If you have been consistently reading the posts of F.B’s commentary on the Book of Revelation, then, by now, you should be walking in a new Christian paradigm. I studied the Book of Revelation for more than thirty years before finally reading F.B.’s book. Each commentary I read interpreted the symbols of Revelation in different ways. Each interpreted the past or predicted the future differently. All led me nowhere and over the course of my life I became more frustrated with the book.
Perhaps the most frustrating of all verses to me was the book’s very first verse which reads, “The Revelation of Jesus Christ, which God gave unto him, to show unto his servants things which must shortly come to pass; and he sent and revealed it by his angel unto his servant John.” I remember yelling out to myself (or the LORD, maybe both), “How can these things shortly come to pass? It’s been almost two thousand years since these words were written!” Now I understand my problem. I had been thinking in the wrong paradigm. I had always learned and thought that Revelation predicted the future when it was written.
I knew that there were various schools of thought concerning this book from the very beginning of my walk with Christ. In 1978, during my second year of knowing salvation, I studied the book in Bible school under the President of my Bible college, Glenn Bourne. Mr. Bourne primarily taught us using notes from his forthcoming book, Tower of Truth. In that book’s introduction he writes, “Some study this Book with the idea that it is a history book. They look to the history of John’s day for their understanding. Others believe this Book is an outline of history beginning at the time of Christ’s first coming and continuing until His return. Still others think this book is primarily prophetic and are looking to the future for the fulfillment of its message.” (Glenn H. Bourne, Tower of Truth, Litho Printers, 1982, p. ix)
Notice that each primary method for understanding the Book of Revelation deals with explaining it naturally, whether that explanation is past, present, or future. But, Jesus taught us that his words are spiritual. This is true for all of Scripture and no less for Revelation. In order to comprehend this book we must approach it spiritually. This is exactly what F.B. did when he sought God for its interpretation. Over and over and over again the Holy Spirit sent him to other books of the Bible and to various translations of the Bible in order to decipher a particular word or phrase in Revelation. As he obediently did that, the LORD revealed a consistent spiritual message to him.

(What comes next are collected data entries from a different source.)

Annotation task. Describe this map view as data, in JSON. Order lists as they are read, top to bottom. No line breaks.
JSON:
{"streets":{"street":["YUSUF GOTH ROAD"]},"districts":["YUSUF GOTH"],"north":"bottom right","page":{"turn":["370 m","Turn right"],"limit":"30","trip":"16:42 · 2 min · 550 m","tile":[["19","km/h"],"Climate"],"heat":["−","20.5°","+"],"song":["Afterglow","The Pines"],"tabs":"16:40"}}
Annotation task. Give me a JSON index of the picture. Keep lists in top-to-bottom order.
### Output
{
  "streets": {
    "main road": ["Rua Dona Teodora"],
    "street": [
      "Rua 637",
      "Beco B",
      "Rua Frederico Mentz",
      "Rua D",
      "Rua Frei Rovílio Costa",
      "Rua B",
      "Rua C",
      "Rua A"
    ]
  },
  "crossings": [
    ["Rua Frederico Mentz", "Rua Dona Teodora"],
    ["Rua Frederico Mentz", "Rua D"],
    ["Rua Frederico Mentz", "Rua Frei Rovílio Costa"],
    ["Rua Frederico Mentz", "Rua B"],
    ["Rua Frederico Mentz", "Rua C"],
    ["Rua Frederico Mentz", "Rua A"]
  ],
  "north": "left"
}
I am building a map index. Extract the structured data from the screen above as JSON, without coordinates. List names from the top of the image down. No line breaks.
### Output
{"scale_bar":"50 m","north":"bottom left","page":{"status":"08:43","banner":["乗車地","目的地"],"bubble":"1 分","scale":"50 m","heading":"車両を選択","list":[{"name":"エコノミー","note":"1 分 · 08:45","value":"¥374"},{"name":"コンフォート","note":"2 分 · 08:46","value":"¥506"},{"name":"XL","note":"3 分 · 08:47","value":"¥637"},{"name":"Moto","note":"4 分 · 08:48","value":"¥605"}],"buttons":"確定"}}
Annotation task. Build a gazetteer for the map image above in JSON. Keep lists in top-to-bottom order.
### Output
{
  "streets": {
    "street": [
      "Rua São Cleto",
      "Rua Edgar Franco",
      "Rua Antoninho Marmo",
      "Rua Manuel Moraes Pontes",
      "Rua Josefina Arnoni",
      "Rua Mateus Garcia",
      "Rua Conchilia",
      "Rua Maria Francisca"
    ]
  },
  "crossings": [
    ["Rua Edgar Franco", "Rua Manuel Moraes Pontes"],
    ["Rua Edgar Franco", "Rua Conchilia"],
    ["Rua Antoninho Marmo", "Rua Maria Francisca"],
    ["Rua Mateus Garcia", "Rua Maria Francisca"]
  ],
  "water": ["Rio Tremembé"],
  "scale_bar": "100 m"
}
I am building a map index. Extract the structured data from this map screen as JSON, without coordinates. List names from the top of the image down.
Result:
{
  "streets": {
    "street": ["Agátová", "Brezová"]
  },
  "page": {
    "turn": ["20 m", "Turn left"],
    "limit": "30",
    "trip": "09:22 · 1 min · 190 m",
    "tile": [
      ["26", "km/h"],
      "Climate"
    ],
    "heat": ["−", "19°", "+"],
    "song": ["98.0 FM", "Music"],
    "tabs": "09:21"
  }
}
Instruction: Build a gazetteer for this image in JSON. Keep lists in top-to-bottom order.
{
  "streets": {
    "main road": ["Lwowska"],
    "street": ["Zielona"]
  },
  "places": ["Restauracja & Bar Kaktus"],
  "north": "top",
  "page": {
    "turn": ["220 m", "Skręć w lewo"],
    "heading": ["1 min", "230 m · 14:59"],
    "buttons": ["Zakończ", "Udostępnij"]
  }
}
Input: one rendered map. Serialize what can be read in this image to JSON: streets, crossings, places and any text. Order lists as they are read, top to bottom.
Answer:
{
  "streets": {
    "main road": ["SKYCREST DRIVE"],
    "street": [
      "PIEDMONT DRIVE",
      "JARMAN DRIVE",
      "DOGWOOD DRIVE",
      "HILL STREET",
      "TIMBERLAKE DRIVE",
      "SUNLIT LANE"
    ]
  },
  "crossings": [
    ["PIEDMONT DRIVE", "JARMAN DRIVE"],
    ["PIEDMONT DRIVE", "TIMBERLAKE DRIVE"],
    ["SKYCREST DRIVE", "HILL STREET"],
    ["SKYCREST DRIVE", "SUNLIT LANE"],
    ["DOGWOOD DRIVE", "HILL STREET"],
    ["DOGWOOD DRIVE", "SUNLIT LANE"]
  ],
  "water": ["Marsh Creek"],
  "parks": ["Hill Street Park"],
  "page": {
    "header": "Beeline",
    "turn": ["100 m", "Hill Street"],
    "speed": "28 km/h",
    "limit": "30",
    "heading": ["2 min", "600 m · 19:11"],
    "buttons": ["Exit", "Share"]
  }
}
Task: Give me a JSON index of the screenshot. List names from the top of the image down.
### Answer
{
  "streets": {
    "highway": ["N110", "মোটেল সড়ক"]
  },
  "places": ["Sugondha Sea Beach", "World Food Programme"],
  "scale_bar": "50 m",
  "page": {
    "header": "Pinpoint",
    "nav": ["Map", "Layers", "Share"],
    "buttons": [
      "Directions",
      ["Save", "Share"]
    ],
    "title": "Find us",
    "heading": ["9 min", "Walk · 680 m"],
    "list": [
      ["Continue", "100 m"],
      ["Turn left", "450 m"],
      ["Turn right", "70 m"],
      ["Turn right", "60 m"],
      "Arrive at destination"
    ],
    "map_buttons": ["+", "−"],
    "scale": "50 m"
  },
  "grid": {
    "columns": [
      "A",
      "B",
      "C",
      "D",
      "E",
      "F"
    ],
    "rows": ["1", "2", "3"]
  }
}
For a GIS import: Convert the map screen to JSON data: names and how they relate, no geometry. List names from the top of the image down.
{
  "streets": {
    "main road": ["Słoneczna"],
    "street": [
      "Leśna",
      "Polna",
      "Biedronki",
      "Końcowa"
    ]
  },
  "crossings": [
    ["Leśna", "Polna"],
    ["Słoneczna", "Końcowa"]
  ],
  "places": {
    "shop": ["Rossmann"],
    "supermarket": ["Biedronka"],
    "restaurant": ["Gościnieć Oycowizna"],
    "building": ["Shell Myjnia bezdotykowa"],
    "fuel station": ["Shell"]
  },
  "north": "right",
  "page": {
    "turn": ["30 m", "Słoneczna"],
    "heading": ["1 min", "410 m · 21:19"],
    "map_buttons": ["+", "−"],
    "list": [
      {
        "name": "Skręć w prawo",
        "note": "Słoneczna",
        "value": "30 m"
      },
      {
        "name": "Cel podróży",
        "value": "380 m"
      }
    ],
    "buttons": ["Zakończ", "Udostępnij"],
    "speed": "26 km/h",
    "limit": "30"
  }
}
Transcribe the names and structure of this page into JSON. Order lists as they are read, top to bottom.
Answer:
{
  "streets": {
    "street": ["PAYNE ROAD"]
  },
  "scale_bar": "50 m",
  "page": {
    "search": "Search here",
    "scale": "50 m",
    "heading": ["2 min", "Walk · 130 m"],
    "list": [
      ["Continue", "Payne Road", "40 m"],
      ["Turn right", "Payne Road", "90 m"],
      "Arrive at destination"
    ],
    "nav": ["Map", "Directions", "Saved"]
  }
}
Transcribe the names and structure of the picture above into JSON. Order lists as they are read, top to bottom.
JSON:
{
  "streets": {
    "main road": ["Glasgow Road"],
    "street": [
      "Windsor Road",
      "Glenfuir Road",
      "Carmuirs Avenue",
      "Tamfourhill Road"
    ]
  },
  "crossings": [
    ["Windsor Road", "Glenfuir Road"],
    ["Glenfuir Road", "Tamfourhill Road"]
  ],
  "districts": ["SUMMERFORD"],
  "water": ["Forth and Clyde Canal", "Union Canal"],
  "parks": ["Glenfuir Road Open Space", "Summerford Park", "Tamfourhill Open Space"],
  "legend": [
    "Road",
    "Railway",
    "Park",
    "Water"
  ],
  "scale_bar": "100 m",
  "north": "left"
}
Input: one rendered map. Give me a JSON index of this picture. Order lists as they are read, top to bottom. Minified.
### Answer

The Book of Revelation is Christ’s love letter to his bride wherein he teaches her to come out of Babylon (false religion, the beast, the false prophet, the false church made with men’s hands) by practicing righteousness. She (we, hopefully) does this through the process of repenting of her sins, thus cleansing herself continually with his Word. Beloved, we have pursued the wrong paradigm in our study of this very prophetic book. Jesus did not write it to prophesy the future. He wrote it to prophesy (speak God’s truth concerning) the process of his bride overcoming the world so that she will be fit to rule the world with him when he comes again.